Brief:
Output every line below exactly, please, omitting pictures.

Material provided:
****

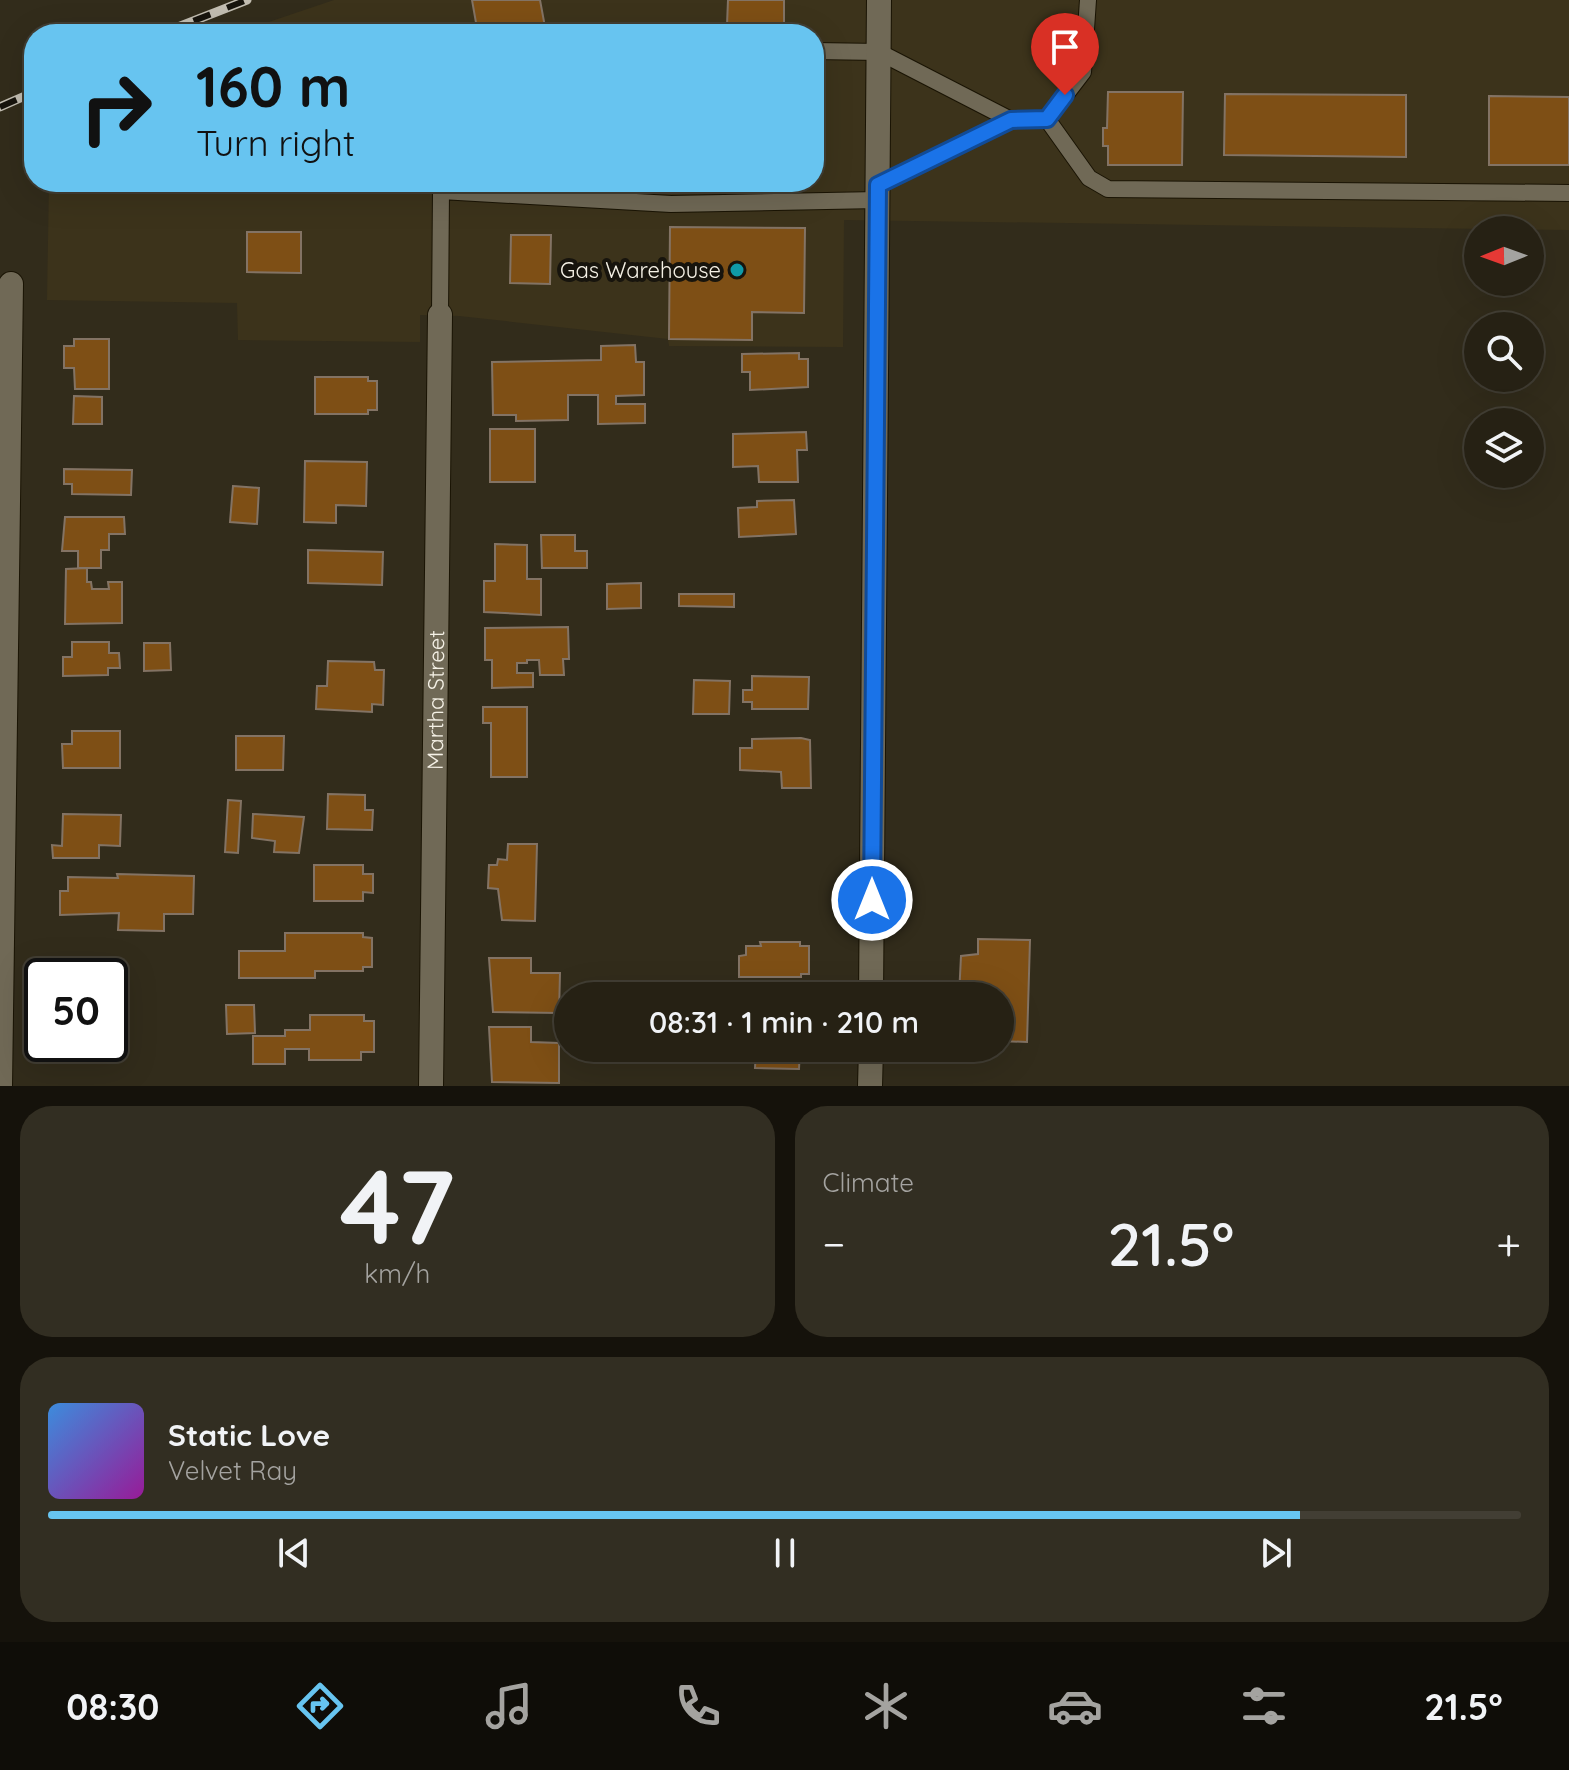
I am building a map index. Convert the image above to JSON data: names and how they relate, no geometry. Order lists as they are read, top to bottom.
{
  "streets": {
    "street": ["Martha Street"]
  },
  "places": ["Gas Warehouse"],
  "north": "left",
  "page": {
    "turn": ["160 m", "Turn right"],
    "limit": "50",
    "trip": "08:31 · 1 min · 210 m",
    "tile": [
      ["47", "km/h"],
      "Climate"
    ],
    "heat": ["−", "21.5°", "+"],
    "song": ["Static Love", "Velvet Ray"],
    "tabs": ["08:30", "21.5°"]
  }
}
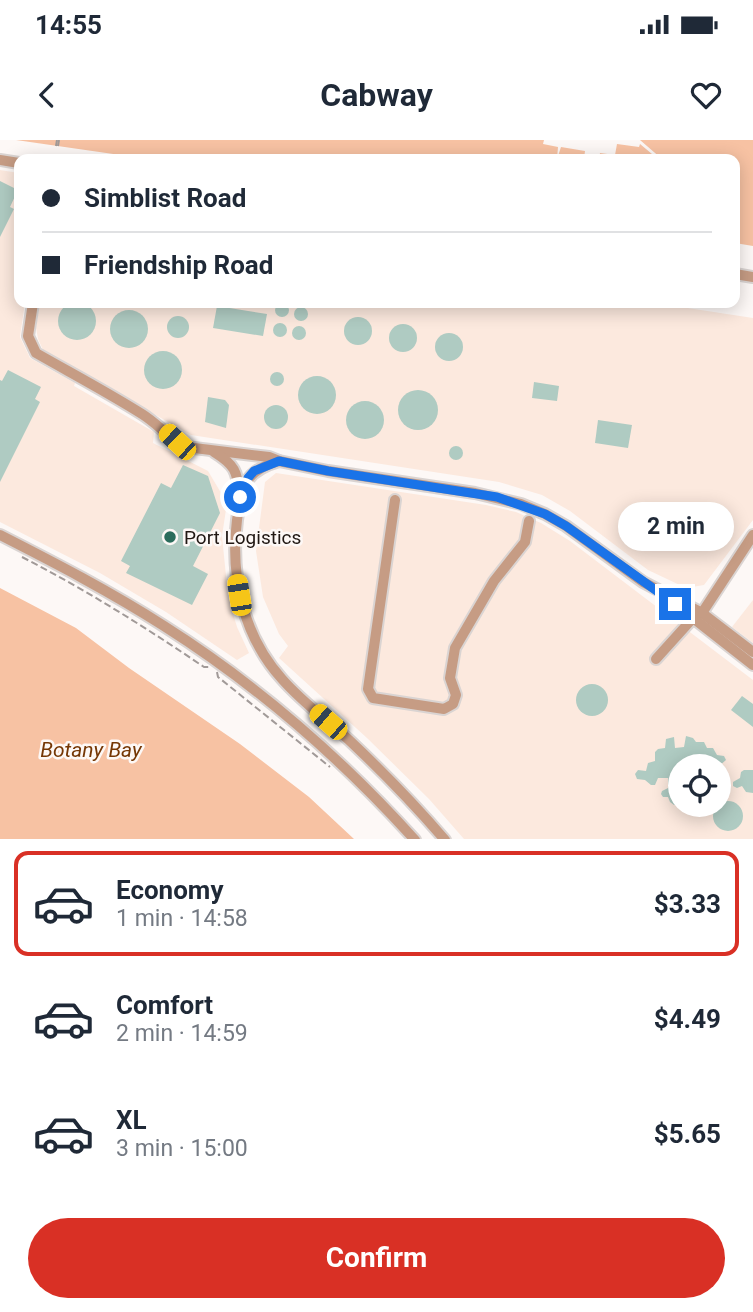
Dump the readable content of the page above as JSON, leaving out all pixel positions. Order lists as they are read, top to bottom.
{
  "water": ["Botany Bay"],
  "places": ["Port Logistics"],
  "page": {
    "status": "14:55",
    "header": "Cabway",
    "banner": ["Simblist Road", "Friendship Road"],
    "bubble": "2 min",
    "list": [
      {
        "name": "Economy",
        "note": "1 min · 14:58",
        "value": "$3.33"
      },
      {
        "name": "Comfort",
        "note": "2 min · 14:59",
        "value": "$4.49"
      },
      {
        "name": "XL",
        "note": "3 min · 15:00",
        "value": "$5.65"
      }
    ],
    "buttons": "Confirm"
  }
}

****

Your response:
I am building a map index. Convert the image above to JSON data: names and how they relate, no geometry. Order lists as they are read, top to bottom.
{
  "streets": {
    "street": ["Martha Street"]
  },
  "places": ["Gas Warehouse"],
  "north": "left",
  "page": {
    "turn": ["160 m", "Turn right"],
    "limit": "50",
    "trip": "08:31 · 1 min · 210 m",
    "tile": [
      ["47", "km/h"],
      "Climate"
    ],
    "heat": ["−", "21.5°", "+"],
    "song": ["Static Love", "Velvet Ray"],
    "tabs": ["08:30", "21.5°"]
  }
}
Dump the readable content of the page above as JSON, leaving out all pixel positions. Order lists as they are read, top to bottom.
{
  "water": ["Botany Bay"],
  "places": ["Port Logistics"],
  "page": {
    "status": "14:55",
    "header": "Cabway",
    "banner": ["Simblist Road", "Friendship Road"],
    "bubble": "2 min",
    "list": [
      {
        "name": "Economy",
        "note": "1 min · 14:58",
        "value": "$3.33"
      },
      {
        "name": "Comfort",
        "note": "2 min · 14:59",
        "value": "$4.49"
      },
      {
        "name": "XL",
        "note": "3 min · 15:00",
        "value": "$5.65"
      }
    ],
    "buttons": "Confirm"
  }
}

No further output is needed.